Benny Posted May 26, 2008 Posted May 26, 2008 My 2004 Ballabio has been having a few handling issues with the front end lately. On long sweeping corners after you hit 120 km/h the front end doesnt feel stable. I would describe it as a "wallowing" sensation. The handlebars are not stable and dont stay on a true line. I have backed off the steering damper and also tightened it with no result. I run Metzeler Z6 tyres with 36 pounds in the front and 42 pounds in the rear. I have tried different tyre pressures as well with no change. I have checked all wheel bearings and front steering head bearings and they seem ok. Can anyone offer me some advice??? Benny
Paul Minnaert Posted May 26, 2008 Posted May 26, 2008 check the screws from the front engine mount to the frame, when they are loose, it wil have more flex.

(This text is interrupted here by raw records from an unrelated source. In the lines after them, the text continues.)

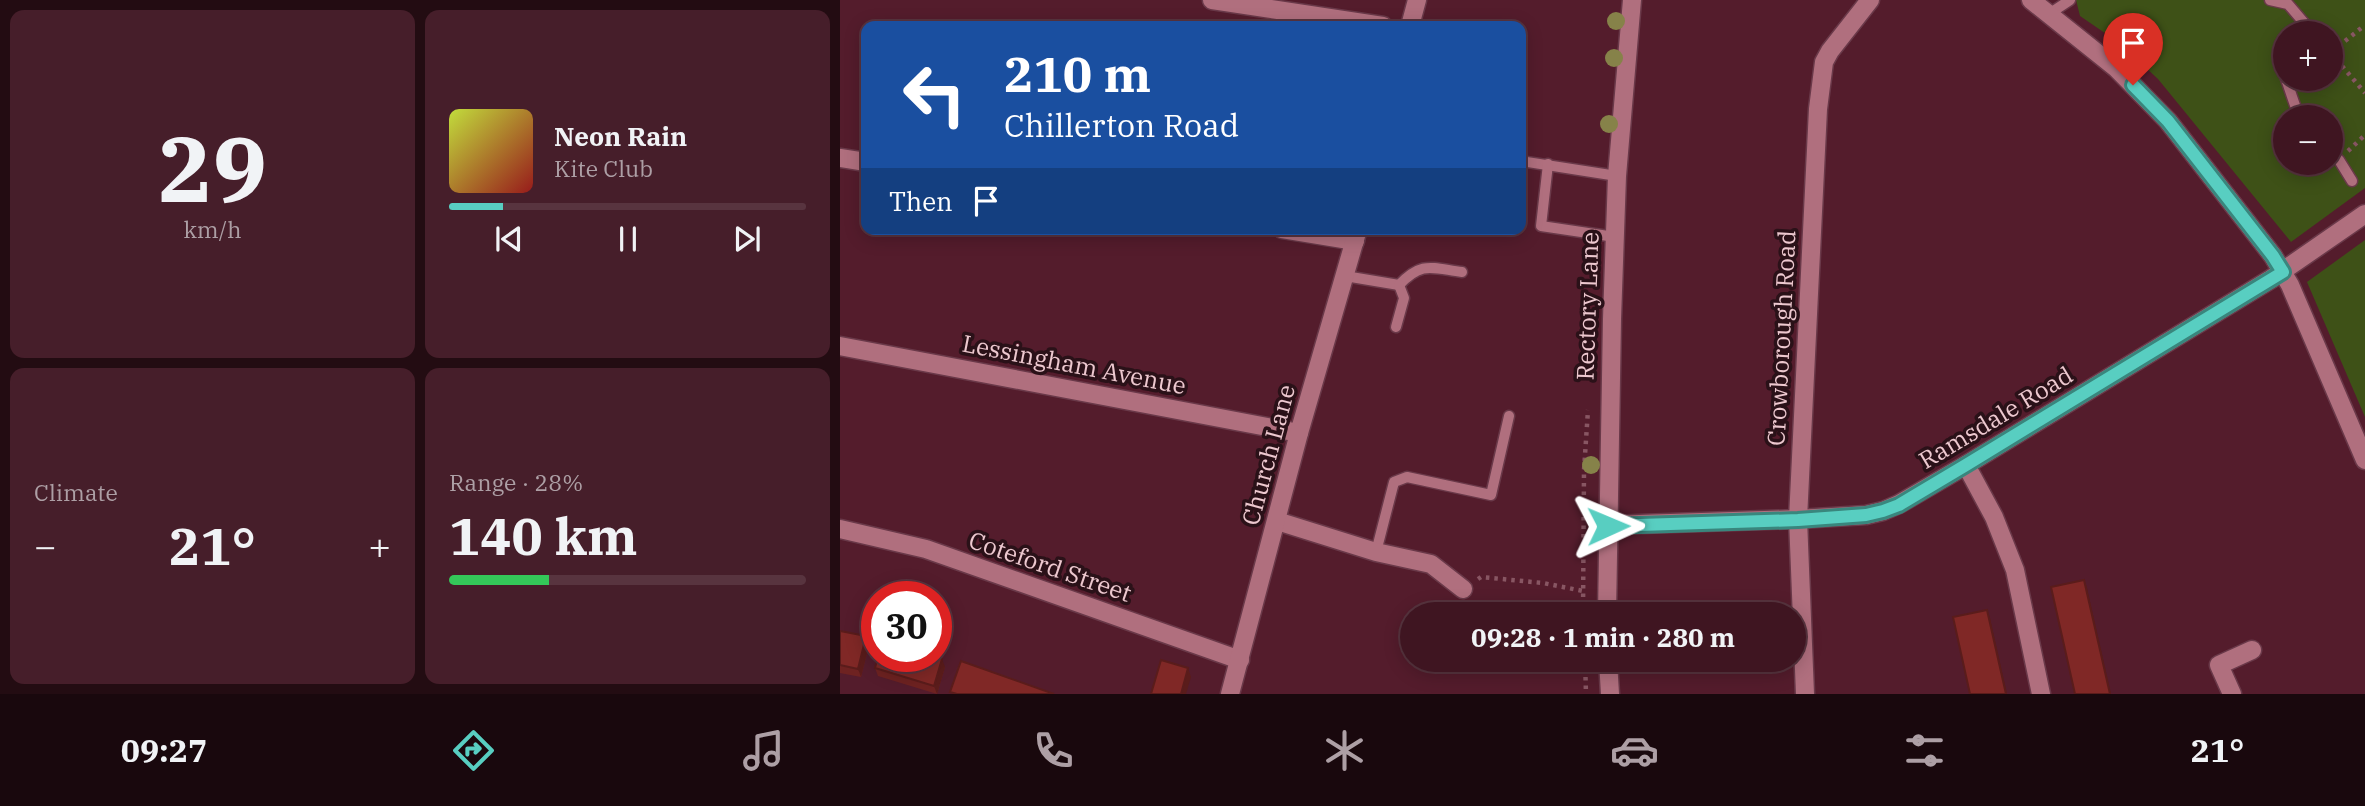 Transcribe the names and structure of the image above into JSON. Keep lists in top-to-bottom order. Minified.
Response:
{"streets":{"street":["Rectory Lane","Crowborough Road","Lessingham Avenue","Ramsdale Road","Church Lane","Coteford Street"]},"crossings":[["Rectory Lane","Ramsdale Road"],["Crowborough Road","Ramsdale Road"],["Lessingham Avenue","Church Lane"],["Church Lane","Coteford Street"]],"page":{"tile":[["29","km/h"],"Climate",["Range · 28%","140 km"]],"map_buttons":["+","−"],"turn":["210 m","Chillerton Road"],"song":["Neon Rain","Kite Club"],"then":"Then","heat":["−","21°","+"],"limit":"30","trip":"09:28 · 1 min · 280 m","tabs":["09:27","21°"]}} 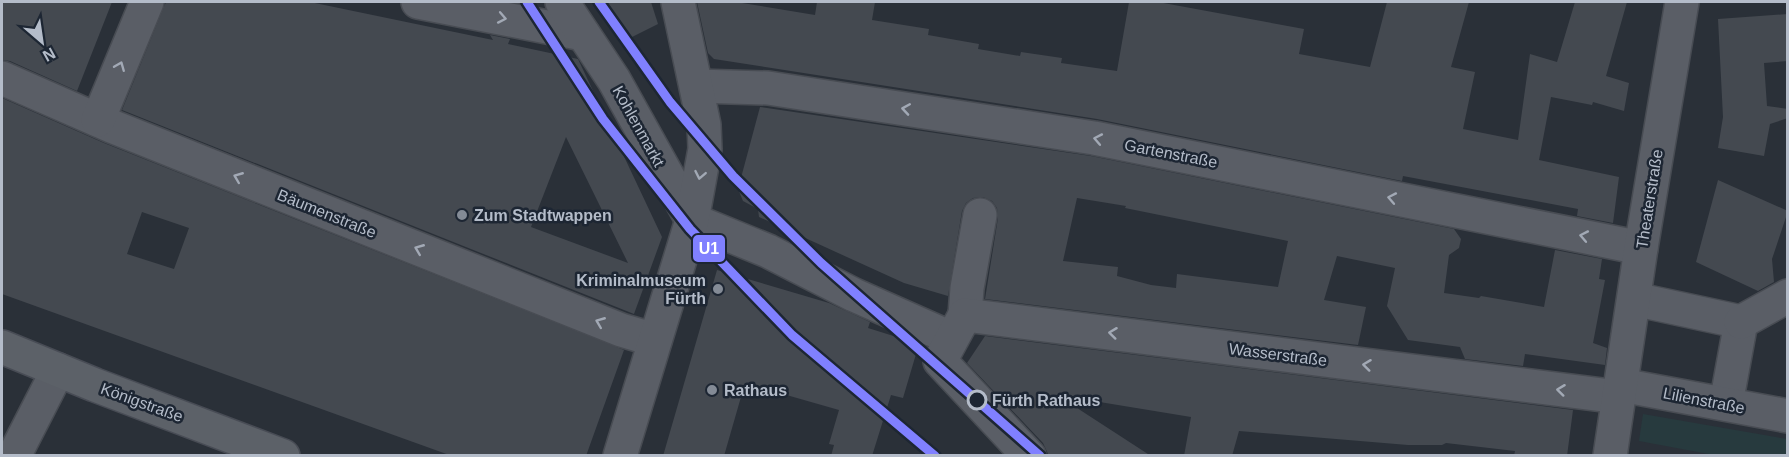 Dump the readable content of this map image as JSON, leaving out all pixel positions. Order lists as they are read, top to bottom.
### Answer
{
  "streets": {
    "main road": ["Königstraße"],
    "street": [
      "Kohlenmarkt",
      "Gartenstraße",
      "Theaterstraße",
      "Bäumenstraße",
      "Wasserstraße",
      "Lilienstraße"
    ]
  },
  "crossings": [
    ["Kohlenmarkt", "Wasserstraße"],
    ["Gartenstraße", "Theaterstraße"],
    ["Theaterstraße", "Wasserstraße"],
    ["Theaterstraße", "Lilienstraße"],
    ["Wasserstraße", "Lilienstraße"]
  ],
  "one_way": ["Gartenstraße", "Bäumenstraße", "Wasserstraße"],
  "places": [
    "Zum Stadtwappen",
    "Kriminalmuseum Fürth",
    "Rathaus",
    "Fürth Rathaus"
  ],
  "lines": ["transit line U1"],
  "north": "bottom right"
}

I did loose them twice.
Benny Posted May 26, 2008 Author Posted May 26, 2008 check the screws from the front engine mount to the frame, when they are loose, it wil have more flex. I did loose them twice. Thanks paul. will do
Guest ratchethack Posted May 26, 2008 Posted May 26, 2008 Benny, have you ever properly set up your suspension? Without doing this, you have ZERO possibility of enjoying the great road manners engineered into your Ballabio (or any motorcycle). Here are the sites I use and recommend. The principles are universal: http://www.racetech.com/articles/SuspensionAndSprings.htm http://www.strappe.com/suspension.html and, for final setting up of the fork, this page: http://www.peterverdonedesigns.com/oilheight.htm It takes some time and effort to understand how things work, and do it properly, but I'm here to tell you that if you want to understand what your Ballabio is capable of on the road, it's well worth it. If a re-spring is required (depending on your weight and riding style -- very often), the cost in terms of expense is minimal. IMHO the bang for the buck when you get the Guzzi chassis sorted is not remotely approachable by any possible engine modification you can think of. Have fun.
docc Posted May 26, 2008 Posted May 26, 2008 Ratchet's advice is golden. , oh , yes, and also . Also, beware of front tire wear. I just replaced a Pirelli Diablo Strada after about 4600 miles. I had to start turning up the steering damper as the wear got more advanced. How many miles on that front tire?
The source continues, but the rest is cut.